The most interesting thing about 'baby jokes' is that they were in a class of their own. Instead of generic groupings of jokes like those based on sex, age, religion or race, baby jokes where one of the few to have their own categories. Many blonde jokes of the time were derived from generic jokes that poked fun at stupid behaviour. For example Q. What do smart blondes and UFOs have in common? A. You keep hearing about them, but you never see one. You could easily substitute any group of people into this joke and it would have the same affect. It works equally well for Footballers, Politicians or even switching the gender to men.
Unlike most blonde jokes, the baby jokes were mainly created from scratch (a few were based on other jokes, but most were new). At the time, it was common to hear a conversation start off with: Have you heard the latest baby joke? By today's standards these jokes seem pretty lame, and many would consider them to be offensive, but at the time people would laugh uncontrollably when told a new one.
Baby jokes often involved some violent act and a baby - the more violent, the more it was told. For those unacquainted with this questionable humour, here is an example. Q: What's blue and knocks on glass? A: A baby in a fishtank.
It is probably hard to see why a joke like this is funny today. But if you consider the context of how it was told, it makes a significant difference. They were only told to people that you knew – these jokes were never broadcast over TV or radio. Remember also that at the time it was extremely rare to have access to either the internet or a fax machine.
Many baby jokes also spawned sequels - the same joke would have two or three extensions that were told in quick succession. This went even further to incorporate baby jokes with other jokes circulating at the time, and almost always involved staples (see below)
Later in the 80s, many other themed jokes started to appear such as those about disasters (famines, the space shuttle explosion) and the infamous blonde joke.
Warning - while these are not the worst of the baby jokes, many of them involve questionable/sick humor. Proceed at your own risk.
Q: Why did the baby cross the road? A: It was stapled to the chicken.

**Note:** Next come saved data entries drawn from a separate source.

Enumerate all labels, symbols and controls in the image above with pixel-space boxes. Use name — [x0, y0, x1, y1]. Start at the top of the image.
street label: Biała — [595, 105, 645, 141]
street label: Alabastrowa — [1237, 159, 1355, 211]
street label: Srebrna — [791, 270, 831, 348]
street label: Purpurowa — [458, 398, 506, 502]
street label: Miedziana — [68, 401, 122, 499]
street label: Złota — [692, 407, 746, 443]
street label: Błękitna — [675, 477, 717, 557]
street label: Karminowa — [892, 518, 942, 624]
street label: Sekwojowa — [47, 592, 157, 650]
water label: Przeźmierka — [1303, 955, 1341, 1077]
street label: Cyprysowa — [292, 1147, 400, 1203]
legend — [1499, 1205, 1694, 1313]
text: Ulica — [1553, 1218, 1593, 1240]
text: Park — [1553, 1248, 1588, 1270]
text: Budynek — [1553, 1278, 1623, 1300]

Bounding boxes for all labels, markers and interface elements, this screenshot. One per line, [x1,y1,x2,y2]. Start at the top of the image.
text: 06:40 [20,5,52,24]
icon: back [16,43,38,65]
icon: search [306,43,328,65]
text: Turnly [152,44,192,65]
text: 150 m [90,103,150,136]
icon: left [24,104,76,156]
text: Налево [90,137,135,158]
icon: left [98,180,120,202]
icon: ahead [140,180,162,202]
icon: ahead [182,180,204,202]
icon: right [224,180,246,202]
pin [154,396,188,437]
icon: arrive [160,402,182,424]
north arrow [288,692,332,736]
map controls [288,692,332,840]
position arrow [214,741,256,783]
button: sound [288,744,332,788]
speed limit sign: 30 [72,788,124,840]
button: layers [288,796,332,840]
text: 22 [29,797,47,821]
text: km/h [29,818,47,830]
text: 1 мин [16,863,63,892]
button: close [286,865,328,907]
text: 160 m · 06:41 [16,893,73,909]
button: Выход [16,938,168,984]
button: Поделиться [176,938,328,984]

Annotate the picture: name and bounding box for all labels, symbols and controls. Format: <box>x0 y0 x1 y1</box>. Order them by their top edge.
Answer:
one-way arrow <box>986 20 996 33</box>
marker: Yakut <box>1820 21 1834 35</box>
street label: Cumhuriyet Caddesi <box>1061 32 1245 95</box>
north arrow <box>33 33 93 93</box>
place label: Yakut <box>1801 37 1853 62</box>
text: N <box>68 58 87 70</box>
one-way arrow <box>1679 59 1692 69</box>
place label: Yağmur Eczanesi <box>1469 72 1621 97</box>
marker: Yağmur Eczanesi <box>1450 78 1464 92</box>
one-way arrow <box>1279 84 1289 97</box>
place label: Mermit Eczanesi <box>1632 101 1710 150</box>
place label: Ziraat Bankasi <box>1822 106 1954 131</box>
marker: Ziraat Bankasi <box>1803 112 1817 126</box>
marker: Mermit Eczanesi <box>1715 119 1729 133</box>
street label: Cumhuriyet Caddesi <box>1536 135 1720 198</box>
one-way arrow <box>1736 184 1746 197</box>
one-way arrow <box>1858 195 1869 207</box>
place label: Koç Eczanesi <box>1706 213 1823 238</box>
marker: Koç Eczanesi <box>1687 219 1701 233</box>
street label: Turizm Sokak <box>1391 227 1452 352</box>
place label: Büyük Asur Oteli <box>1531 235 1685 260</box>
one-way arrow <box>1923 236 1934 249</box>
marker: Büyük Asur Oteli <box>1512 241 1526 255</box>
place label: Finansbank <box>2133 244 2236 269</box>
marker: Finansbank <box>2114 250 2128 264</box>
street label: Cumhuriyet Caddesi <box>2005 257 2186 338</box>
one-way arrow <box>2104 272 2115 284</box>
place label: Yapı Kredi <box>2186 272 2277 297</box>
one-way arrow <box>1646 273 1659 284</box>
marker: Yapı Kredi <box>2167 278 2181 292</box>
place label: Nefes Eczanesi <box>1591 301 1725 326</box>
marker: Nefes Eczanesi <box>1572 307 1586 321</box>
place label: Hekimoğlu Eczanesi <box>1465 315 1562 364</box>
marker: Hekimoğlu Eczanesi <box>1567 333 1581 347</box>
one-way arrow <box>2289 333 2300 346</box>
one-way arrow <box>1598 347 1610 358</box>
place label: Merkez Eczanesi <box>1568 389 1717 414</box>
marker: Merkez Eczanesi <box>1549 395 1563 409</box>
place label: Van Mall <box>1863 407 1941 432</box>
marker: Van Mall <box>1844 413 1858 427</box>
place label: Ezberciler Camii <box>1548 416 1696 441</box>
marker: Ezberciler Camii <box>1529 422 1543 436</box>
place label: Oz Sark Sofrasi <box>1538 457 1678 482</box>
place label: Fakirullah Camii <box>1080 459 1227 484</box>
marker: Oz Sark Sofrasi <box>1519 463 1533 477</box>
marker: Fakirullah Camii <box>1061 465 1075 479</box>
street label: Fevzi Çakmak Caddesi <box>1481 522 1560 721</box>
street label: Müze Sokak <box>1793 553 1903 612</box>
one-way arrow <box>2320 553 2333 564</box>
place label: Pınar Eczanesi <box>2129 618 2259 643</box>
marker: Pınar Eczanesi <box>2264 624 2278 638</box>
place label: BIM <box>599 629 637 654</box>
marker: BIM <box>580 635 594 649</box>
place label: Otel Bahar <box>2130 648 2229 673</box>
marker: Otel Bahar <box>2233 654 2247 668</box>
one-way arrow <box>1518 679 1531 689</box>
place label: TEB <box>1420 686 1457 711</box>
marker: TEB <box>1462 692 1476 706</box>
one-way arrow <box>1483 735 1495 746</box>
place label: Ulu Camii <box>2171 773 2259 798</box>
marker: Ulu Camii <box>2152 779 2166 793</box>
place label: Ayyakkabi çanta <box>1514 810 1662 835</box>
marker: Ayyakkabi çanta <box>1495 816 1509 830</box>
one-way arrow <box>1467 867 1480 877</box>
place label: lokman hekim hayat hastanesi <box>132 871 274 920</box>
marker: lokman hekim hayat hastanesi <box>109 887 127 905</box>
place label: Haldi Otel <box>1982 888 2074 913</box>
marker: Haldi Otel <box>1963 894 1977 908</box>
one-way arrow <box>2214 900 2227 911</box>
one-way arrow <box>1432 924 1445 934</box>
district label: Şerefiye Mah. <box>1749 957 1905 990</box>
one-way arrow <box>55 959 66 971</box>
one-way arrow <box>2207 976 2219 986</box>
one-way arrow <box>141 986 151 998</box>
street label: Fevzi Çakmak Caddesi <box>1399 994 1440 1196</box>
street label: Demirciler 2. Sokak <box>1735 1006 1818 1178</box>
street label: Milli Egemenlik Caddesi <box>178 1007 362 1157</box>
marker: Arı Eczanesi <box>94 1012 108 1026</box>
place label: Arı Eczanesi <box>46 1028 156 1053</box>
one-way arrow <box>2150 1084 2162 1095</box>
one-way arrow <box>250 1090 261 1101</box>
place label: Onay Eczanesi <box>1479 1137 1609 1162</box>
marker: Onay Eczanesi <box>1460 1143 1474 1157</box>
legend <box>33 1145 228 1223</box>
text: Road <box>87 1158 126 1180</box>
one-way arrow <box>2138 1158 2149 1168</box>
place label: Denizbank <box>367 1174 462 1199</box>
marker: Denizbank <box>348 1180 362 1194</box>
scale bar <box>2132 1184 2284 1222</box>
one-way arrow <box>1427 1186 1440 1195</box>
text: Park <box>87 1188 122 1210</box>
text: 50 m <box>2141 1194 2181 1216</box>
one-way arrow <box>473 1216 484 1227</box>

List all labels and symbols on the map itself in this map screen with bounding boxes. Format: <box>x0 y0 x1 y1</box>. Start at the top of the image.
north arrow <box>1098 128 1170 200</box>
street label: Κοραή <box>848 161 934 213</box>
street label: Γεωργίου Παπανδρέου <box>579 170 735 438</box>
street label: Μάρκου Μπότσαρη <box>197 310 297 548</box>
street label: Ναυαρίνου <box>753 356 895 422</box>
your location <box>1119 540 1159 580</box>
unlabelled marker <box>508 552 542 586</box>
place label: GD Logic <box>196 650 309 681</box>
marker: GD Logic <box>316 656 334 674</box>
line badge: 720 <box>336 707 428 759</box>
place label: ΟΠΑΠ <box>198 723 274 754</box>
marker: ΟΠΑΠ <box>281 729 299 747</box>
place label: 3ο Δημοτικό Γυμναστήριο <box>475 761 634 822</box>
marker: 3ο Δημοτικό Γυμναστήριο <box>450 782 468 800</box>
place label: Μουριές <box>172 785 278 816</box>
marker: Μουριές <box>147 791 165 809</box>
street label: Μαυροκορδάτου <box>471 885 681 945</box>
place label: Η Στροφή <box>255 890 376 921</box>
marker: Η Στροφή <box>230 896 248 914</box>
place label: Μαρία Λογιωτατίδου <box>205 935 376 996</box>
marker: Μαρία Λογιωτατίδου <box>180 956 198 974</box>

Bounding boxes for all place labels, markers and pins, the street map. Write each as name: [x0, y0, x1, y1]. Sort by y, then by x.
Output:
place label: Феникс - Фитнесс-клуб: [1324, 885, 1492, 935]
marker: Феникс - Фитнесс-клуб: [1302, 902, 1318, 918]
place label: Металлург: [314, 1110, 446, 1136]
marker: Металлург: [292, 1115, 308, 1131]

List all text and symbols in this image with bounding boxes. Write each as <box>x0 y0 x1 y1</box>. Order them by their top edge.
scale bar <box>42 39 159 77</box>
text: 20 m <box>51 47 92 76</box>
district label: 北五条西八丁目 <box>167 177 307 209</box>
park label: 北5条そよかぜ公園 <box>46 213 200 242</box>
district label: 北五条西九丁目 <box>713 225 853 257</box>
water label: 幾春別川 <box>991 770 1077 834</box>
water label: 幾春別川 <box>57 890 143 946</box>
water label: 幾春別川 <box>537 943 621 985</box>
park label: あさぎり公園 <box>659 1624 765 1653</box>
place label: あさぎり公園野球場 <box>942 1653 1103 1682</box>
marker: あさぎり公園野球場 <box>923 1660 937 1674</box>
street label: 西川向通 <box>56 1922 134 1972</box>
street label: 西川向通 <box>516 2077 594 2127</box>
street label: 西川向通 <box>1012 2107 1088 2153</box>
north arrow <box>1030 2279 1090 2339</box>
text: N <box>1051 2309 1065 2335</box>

Q: What is more fun than stapling dead babies to the wall? A: Pulling them off.
Q: What's the proper gift for a dead baby? A: A dead puppy.
Q: What is yellow and blue and found at the bottom of a pool? A: A baby with slashed floaties
Q: What does a dingo call a baby in a pram? A: Meals on wheels.
Did you know that it takes five babies to make just one bottle of baby oil?
Here's an example of a baby joke sequence that gets mixed in with other jokes of the time...
Q: Why did the koala fall out of the tree? A: Because it was dead.
Q: Why did the baby fall out of the tree? A: Because it was stapled to the koala.
Q: Why did the tree fall over? A: The koala didn't let go.
Q: Why did the kangaroo die? A: Because the koala landed on it.